Here is a listing. Set it down again exactly.
*** Opening of Information ***
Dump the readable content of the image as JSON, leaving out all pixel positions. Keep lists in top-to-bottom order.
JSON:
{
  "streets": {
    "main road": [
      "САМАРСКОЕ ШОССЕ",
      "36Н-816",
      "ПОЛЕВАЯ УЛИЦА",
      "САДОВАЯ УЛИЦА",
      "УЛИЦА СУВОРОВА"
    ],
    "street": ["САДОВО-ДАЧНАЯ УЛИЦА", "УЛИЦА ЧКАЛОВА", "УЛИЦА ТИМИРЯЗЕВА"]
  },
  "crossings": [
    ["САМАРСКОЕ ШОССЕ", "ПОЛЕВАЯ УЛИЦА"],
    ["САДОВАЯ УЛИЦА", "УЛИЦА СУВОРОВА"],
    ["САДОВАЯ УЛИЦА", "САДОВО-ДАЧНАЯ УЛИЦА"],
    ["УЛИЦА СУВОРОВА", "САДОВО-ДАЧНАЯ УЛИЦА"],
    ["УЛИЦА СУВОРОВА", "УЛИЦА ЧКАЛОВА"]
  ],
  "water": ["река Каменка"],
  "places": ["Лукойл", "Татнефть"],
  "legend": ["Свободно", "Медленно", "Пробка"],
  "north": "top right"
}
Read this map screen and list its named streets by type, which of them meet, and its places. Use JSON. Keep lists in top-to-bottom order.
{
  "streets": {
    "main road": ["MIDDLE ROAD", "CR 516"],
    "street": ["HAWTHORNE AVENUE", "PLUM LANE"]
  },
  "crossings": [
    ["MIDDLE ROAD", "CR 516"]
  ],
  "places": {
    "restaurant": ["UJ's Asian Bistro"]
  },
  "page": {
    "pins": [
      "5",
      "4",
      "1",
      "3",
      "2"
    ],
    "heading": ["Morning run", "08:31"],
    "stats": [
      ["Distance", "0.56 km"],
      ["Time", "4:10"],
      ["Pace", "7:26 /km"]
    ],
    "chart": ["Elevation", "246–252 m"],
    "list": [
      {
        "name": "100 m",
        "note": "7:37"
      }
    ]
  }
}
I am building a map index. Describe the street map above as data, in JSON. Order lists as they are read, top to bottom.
*** Close of Information ***
(Result of the exercise):
Dump the readable content of the image as JSON, leaving out all pixel positions. Keep lists in top-to-bottom order.
JSON:
{
  "streets": {
    "main road": [
      "САМАРСКОЕ ШОССЕ",
      "36Н-816",
      "ПОЛЕВАЯ УЛИЦА",
      "САДОВАЯ УЛИЦА",
      "УЛИЦА СУВОРОВА"
    ],
    "street": ["САДОВО-ДАЧНАЯ УЛИЦА", "УЛИЦА ЧКАЛОВА", "УЛИЦА ТИМИРЯЗЕВА"]
  },
  "crossings": [
    ["САМАРСКОЕ ШОССЕ", "ПОЛЕВАЯ УЛИЦА"],
    ["САДОВАЯ УЛИЦА", "УЛИЦА СУВОРОВА"],
    ["САДОВАЯ УЛИЦА", "САДОВО-ДАЧНАЯ УЛИЦА"],
    ["УЛИЦА СУВОРОВА", "САДОВО-ДАЧНАЯ УЛИЦА"],
    ["УЛИЦА СУВОРОВА", "УЛИЦА ЧКАЛОВА"]
  ],
  "water": ["река Каменка"],
  "places": ["Лукойл", "Татнефть"],
  "legend": ["Свободно", "Медленно", "Пробка"],
  "north": "top right"
}
Read this map screen and list its named streets by type, which of them meet, and its places. Use JSON. Keep lists in top-to-bottom order.
{
  "streets": {
    "main road": ["MIDDLE ROAD", "CR 516"],
    "street": ["HAWTHORNE AVENUE", "PLUM LANE"]
  },
  "crossings": [
    ["MIDDLE ROAD", "CR 516"]
  ],
  "places": {
    "restaurant": ["UJ's Asian Bistro"]
  },
  "page": {
    "pins": [
      "5",
      "4",
      "1",
      "3",
      "2"
    ],
    "heading": ["Morning run", "08:31"],
    "stats": [
      ["Distance", "0.56 km"],
      ["Time", "4:10"],
      ["Pace", "7:26 /km"]
    ],
    "chart": ["Elevation", "246–252 m"],
    "list": [
      {
        "name": "100 m",
        "note": "7:37"
      }
    ]
  }
}
I am building a map index. Describe the street map above as data, in JSON. Order lists as they are read, top to bottom.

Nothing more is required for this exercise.